University College London, London, UK and specialty trainee in palliative medicine, Barts Health NHS Trust, London, UK.
Marie Curie Palliative Care Research Department, University College London, London, UK.
Clin Med (Lond). 2019 Jul;19(4):306-310. doi: 10.7861/clinmedicine.19-4-306.

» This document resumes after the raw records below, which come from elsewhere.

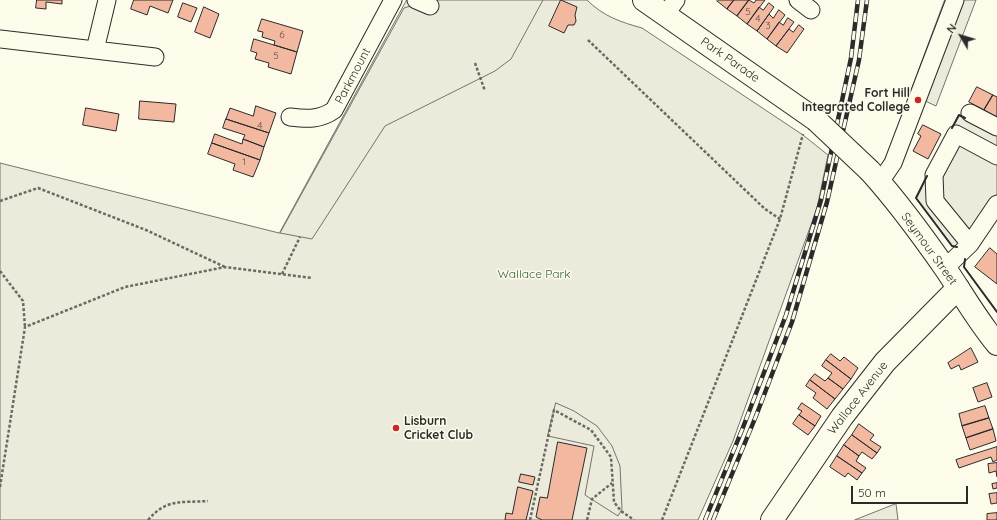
<!DOCTYPE html>
<html>
<head>
<meta charset="utf-8">
<style>
  body { margin:0 }
  #map { position:relative; width:997px; height:520px; overflow:hidden; background:#fdfbea; font-family:Quicksand,sans-serif }
  canvas { display:block }
  .north { position:absolute; left:941px; top:16px; width:40px; height:40px; -webkit-text-stroke:3px #fdfbea; paint-order:stroke; rotate:308deg; font-size:11px; font-weight:700; line-height:16px; text-align:center; color:#2b2b2b }
  .north::after { content:''; display:block; margin:auto; width:14px; height:18px; background:#2b2b2b; clip-path:polygon(50% 0,100% 100%,50% 72%,0 100%) }
  .scale { position:absolute; left:851px; top:486px; width:117px; height:18px; box-sizing:border-box; border:2px solid #2b2b2b; border-top:0; padding-left:5px; font-size:12px; line-height:14px; white-space:nowrap; color:#2b2b2b; -webkit-text-stroke:3px #fdfbea; paint-order:stroke }
</style>
</head>
<body>
<div id="map">
<canvas width="997" height="520"></canvas>
<div class="north">N</div>
<div class="scale">50 m</div>
</div>
<script>
const g = document.querySelector('canvas').getContext('2d');
g.lineJoin = 'round';
function fill(path, color) {
  g.fillStyle = color;
  g.fill(path, 'evenodd');
}
function trace(path, color, width, dash) {
  g.strokeStyle = color;
  g.lineWidth = width;
  g.lineCap = dash ? 'butt' : 'round';
  g.setLineDash(dash || []);
  g.stroke(path);
}
function drawText(font, color, halo, rows, align = 'center') {
  g.font = font + ' Quicksand,sans-serif';
  g.lineWidth = 3;
  g.setLineDash([]);
  g.textBaseline = 'middle';
  g.strokeStyle = halo;
  g.fillStyle = color;
  for (const [text, x, y, turn = 0] of rows) {
    g.save();
    g.translate(x, y);
    g.rotate((+turn || 0) * Math.PI / 180);
    g.textAlign = isNaN(turn) ? turn : align;
    if (halo) g.strokeText(text, 0, 0);
    g.fillText(text, 0, 0);
    g.restore();
  }
}
const green = new Path2D(`
  M407,0H587C603,16 620,22 642,28L803,135L828,155L817,208L733,441L698,520H0V163L279,233Z`);
fill(green, '#ecebdb');
trace(green, '#74746e', 1);
const parking = new Path2D(`
  M422,0H543L511,59L495,71L385,126L312,239L280,233L404,8L421,3Z
  M945,0H976L936,106L910,94Z
  M959,115L997,135V211L957,247L952,246L916,198Z
  M556,403L574,411L597,426L612,446L620,466L622,509L618,516L585,495L594,446L548,436Z
  M896,504L898,520H855Z`);
fill(parking, '#eceadb');
trace(parking, '#74746e', 1);
const building = new Path2D(`
  M37,0H62V4L46,2V9L36,8Z
  M134,0H173L168,13L150,6L147,15L131,9Z
  M561,0L577,7L575,15L576,21L574,25H568L564,33L549,26Z
  M718,0H734L727,9L717,1Z
  M734,0H749L737,16L727,9Z
  M749,0L754,3L756,0H765L747,24L737,16Z
  M183,3L197,8L191,22L178,17Z
  M769,3L774,7L757,31L747,24L759,7L763,10Z
  M204,7L219,14L210,38L195,32Z
  M779,10L785,15L767,39L757,31L769,14L773,18Z
  M788,18L794,22L776,46L767,39L779,22L783,25Z
  M262,19L303,31L297,52L274,45L275,41L262,37L263,32L258,31Z
  M799,25L804,29L787,53L776,46L789,29L793,32Z
  M254,39L297,52L291,74L268,67L269,63L255,59L257,53L251,51Z
  M977,87L993,95L984,110L969,102Z
  M993,95L997,97V117L984,110Z
  M140,101L176,104L174,122L139,119Z
  M256,106L276,113L269,133L226,119L230,108L253,116Z
  M86,108L119,114L116,131L83,125Z
  M226,119L269,133L264,147L243,139L245,135L223,128Z
  M923,125L941,134L928,159L913,151L921,136L918,134Z
  M215,134L242,144L243,139L264,147L260,160L212,143Z
  M212,143L260,160L253,177L233,170L235,164L208,154Z
  M990,248L997,254V284L975,267Z
  M971,348L978,362L961,370L959,365L951,369L948,363Z
  M831,354L840,361L844,357L858,368L851,379L826,360Z
  M826,360L851,379L843,389L828,378L832,373L822,366Z
  M815,374L825,381L828,378L843,389L835,399L810,380Z
  M810,380L835,399L827,409L813,398L816,393L806,386Z
  M987,383L992,397L978,402L973,388Z
  M802,403L821,416L815,426L799,415L802,411L798,409Z
  M985,406L989,418L962,426L959,414Z
  M799,415L815,426L808,435L793,424Z
  M989,418L993,429L966,438L962,426Z
  M859,424L874,435L870,440L881,447L877,453L852,435Z
  M993,429L996,441L970,450L966,438Z
  M852,435L877,453L872,459L862,452L859,456L844,445Z
  M558,442L587,448L572,520H542L536,517L540,497L547,498Z
  M844,445L859,456L856,461L866,468L862,473L837,456Z
  M997,447V460L993,462L991,457L959,468L956,460Z
  M837,456L862,473L857,480L848,473L845,477L830,467Z
  M997,463V477L996,471L989,473L988,464Z
  M521,474L535,477L533,485L519,482Z
  M997,483V488L993,489L992,484Z
  M518,487L533,491L526,520H505L506,513L512,514Z
  M997,493V503L991,504L989,494Z
  M997,513V520H987V514Z`);
fill(building, '#f2b8a0');
trace(building, '#2b2b2b', 1);
const minor = new Path2D(`
  M416,0L430,6
  M798,0L811,10
  M665,15L676,0
  M0,39L155,57
  M95,50L107,0
  M970,113L997,127
  M290,117C307,119 320,120 334,110L393,0
  M880,182L893,163L955,0
  M970,244L935,201L934,175L956,134L997,156
  M945,268L970,244L997,204`);
const major = new Path2D(`
  M772,520L842,417L885,362L958,288`);
const highway = new Path2D(`
  M644,0L816,120
  M870,171C897,201 922,235 945,268C962,293 977,320 997,344`);
trace(minor, '#2b2b2b', 19);
trace(major, '#2b2b2b', 24);
trace(highway, '#2b2b2b', 24);
trace(new Path2D(`
  M588,40L765,209L780,219
  M475,63L485,91
  M0,201L38,188L146,230L225,267
  M0,271L23,301L25,327
  M282,274L300,237
  M0,487L25,327L125,287L225,267L312,278
  M148,520C167,498 181,503 208,501
  M530,520L554,410L591,430L611,457L614,502L621,511L634,520
  M587,520L592,499L612,483
  M662,520L780,219L803,134`), '#6a6964', 2.5, [3, 2]);
trace(minor, '#fdfbea', 17);
trace(major, '#fdfbea', 22);
trace(highway, '#fdfbea', 22);
const rail = new Path2D(`
  M705,520L742,430L786,315L821,200L851,58L858,0
  M713,520L756,416L792,322L827,202L859,60L867,0`);
trace(rail, '#2b2b2b', 4.5);
trace(rail, '#fdfbea', 3, [9]);
const highwayBridge = new Path2D(`
  M816,120L870,171`);
trace(highwayBridge, '#2b2b2b', 24, []);
trace(highwayBridge, '#fdfbea', 22);
trace(new Path2D(`
  M952,128L959,115L965,118
  M927,176L916,198L952,246L957,247
  M965,259L964,267L997,312`), '#2b2b2b', 2);
for (const [x, y, r, color] of [
  [918,100,4,"#c62828"],
  [396,428,4,"#c62828"]
]) {
  const dot = new Path2D();
  dot.arc(x, y, r, 0, 2 * Math.PI);
  g.fillStyle = color;
  g.fill(dot);
  trace(dot, '#fdfbea', 1.5);
}
drawText('10px', '#5d4e48', null, [
  ["5",748,12],
  ["4",758,19],
  ["3",768,26],
  ["6",282,35],
  ["5",276,56],
  ["4",260,126],
  ["1",244,162]
]);
drawText('12px', '#2b2b2b', '#fdfbea', [
  ["Park Parade",730,60,35],
  ["Parkmount",353,76,-62],
  ["Seymour Street",929,249,54],
  ["Wallace Avenue",858,398,-52]
]);
drawText('bold 12px', '#2b2b2b', '#fdfbea', [
  ["Fort Hill",910,93],
  ["Integrated College",910,107],
  ["Lisburn",404,421,"left"],
  ["Cricket Club",404,435,"left"]
], 'right');
drawText('12px', '#34623c', '#fdfbea', [
  ["Wallace Park",534,274]
]);
</script>
</body>
</html>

An accurate prognosis about how long a terminally ill patient has left to live, when disclosed sensitively in open discussions, can facilitate patient-centred care and shared decision making. In addition, several guidelines, policies and funding streams rely, to some extent, on a clinician estimated prognosis. However, clinician predictions alone have been shown to be unreliable and over-optimistic. The factors underlying clinicians' prognostic decisions (particularly at the very end of life) are beginning to be elucidated. As an alternative to clinicians' subjective estimates, a number of prognostic algorithms and scores have been developed and validated, but only a few have consistently shown superiority to clinician predictions. Therefore, an element of uncertainty remains and this needs to be acknowledged when having conversations with patients and their families. Guidelines are available to advise clinicians about how to prepare for, participate in and record prognostic conversations.
关于终末期患者还能活多久的准确预后,如果在公开讨论中敏感地披露,可促进以患者为中心的护理和共同决策。此外,一些指南、政策和资金流在某种程度上依赖于临床医生估计的预后。然而,已经表明临床医生的预测是不可靠且过于乐观的。临床医生预后决策的基础因素(尤其是在生命末期)开始被阐明。作为临床医生主观估计的替代方法,已经开发和验证了许多预后算法和评分,但只有少数评分始终显示优于临床医生的预测。因此,仍然存在一定程度的不确定性,在与患者及其家属进行沟通时需要承认这一点。有指南为临床医生提供建议,指导他们如何准备、参与和记录预后讨论。